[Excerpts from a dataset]
------------------------------------------------
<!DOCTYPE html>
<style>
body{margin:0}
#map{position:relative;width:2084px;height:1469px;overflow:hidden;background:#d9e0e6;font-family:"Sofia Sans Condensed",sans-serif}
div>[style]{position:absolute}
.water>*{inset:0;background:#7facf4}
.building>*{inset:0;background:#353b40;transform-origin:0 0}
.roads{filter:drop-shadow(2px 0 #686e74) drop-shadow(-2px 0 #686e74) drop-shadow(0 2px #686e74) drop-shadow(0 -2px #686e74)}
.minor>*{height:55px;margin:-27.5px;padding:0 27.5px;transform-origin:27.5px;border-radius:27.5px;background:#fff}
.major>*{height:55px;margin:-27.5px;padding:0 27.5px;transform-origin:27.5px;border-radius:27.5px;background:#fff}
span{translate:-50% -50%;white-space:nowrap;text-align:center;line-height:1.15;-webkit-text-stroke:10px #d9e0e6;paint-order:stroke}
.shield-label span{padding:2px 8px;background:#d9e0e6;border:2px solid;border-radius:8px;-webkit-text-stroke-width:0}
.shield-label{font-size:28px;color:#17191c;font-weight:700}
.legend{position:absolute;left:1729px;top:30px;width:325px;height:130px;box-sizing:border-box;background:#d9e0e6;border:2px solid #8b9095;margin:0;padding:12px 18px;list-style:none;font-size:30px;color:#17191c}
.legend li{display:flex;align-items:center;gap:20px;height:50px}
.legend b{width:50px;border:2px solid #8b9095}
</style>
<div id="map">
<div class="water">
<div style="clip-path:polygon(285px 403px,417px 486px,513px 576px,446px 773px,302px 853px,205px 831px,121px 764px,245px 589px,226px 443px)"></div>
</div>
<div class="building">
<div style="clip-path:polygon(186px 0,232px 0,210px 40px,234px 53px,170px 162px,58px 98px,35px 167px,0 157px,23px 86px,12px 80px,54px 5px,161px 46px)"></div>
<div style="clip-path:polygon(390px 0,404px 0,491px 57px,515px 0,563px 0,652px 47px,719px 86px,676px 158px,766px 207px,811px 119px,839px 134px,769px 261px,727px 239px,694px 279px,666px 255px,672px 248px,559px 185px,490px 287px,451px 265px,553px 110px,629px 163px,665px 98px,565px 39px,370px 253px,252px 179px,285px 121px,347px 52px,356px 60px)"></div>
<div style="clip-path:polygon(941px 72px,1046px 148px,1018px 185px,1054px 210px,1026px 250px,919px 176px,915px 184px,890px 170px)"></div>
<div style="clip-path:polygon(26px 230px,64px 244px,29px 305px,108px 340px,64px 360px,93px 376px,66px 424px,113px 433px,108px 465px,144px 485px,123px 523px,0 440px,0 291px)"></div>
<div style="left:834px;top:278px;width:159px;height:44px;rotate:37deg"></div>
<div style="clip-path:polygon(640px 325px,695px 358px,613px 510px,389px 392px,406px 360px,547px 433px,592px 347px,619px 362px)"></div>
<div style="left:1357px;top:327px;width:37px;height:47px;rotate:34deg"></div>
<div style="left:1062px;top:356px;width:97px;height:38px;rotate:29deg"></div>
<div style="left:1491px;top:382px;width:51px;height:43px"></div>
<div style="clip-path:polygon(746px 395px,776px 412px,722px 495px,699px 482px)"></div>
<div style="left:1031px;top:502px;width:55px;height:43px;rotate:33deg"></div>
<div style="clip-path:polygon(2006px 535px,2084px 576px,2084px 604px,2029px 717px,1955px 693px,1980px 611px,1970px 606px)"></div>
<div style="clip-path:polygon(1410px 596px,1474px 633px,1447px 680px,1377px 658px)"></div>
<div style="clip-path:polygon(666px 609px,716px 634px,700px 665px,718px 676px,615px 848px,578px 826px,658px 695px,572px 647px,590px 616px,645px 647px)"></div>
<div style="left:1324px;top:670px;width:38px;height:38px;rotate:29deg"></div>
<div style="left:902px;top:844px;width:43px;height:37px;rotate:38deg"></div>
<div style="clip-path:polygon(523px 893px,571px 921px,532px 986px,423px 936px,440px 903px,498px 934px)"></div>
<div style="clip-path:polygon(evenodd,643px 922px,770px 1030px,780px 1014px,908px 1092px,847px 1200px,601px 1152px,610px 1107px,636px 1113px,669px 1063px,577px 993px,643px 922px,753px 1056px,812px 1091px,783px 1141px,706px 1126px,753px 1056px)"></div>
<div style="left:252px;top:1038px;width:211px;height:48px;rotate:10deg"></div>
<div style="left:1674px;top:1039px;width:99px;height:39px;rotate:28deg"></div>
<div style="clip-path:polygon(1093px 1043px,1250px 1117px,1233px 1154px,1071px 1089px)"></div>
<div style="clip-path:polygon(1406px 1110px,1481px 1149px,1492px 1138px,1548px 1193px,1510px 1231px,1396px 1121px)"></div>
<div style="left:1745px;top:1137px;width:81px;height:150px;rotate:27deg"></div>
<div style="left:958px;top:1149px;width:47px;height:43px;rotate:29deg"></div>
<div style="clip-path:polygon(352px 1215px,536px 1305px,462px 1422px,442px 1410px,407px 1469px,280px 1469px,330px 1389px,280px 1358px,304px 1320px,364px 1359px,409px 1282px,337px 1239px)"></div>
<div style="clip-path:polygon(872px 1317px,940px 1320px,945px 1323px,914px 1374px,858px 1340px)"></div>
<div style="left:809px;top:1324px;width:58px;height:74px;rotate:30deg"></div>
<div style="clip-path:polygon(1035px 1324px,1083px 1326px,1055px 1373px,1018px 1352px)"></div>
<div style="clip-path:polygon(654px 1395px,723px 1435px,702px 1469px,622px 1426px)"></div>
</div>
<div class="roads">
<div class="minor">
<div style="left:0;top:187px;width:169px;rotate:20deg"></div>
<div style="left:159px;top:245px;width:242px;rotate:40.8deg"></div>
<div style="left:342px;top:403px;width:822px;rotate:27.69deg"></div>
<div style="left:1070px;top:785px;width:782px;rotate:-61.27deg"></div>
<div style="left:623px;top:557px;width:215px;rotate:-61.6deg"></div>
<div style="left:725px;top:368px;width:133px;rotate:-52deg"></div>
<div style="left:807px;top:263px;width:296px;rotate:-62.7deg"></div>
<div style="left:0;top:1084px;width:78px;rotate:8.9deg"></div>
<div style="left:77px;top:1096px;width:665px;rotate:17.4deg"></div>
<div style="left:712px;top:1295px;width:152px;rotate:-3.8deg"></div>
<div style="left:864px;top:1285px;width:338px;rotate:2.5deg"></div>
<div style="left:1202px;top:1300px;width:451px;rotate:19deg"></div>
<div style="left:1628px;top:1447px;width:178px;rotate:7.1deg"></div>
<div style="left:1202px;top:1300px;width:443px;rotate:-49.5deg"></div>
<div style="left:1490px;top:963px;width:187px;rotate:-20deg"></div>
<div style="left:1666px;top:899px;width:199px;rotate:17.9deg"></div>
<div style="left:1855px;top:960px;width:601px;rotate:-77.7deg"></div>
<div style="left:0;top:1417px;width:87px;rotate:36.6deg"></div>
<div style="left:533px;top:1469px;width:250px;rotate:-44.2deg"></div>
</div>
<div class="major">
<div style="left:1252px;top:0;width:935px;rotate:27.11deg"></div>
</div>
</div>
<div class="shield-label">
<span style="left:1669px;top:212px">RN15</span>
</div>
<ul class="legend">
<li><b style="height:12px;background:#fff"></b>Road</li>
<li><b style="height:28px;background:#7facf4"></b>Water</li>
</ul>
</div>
------------------------------------------------
__TASK TO CARRY OUT__: Lines with "size" in the records above: copy every one of them.

__THE ANSWER__:
.shield-label{font-size:28px;color:#17191c;font-weight:700}
.legend{position:absolute;left:1729px;top:30px;width:325px;height:130px;box-sizing:border-box;background:#d9e0e6;border:2px solid #8b9095;margin:0;padding:12px 18px;list-style:none;font-size:30px;color:#17191c}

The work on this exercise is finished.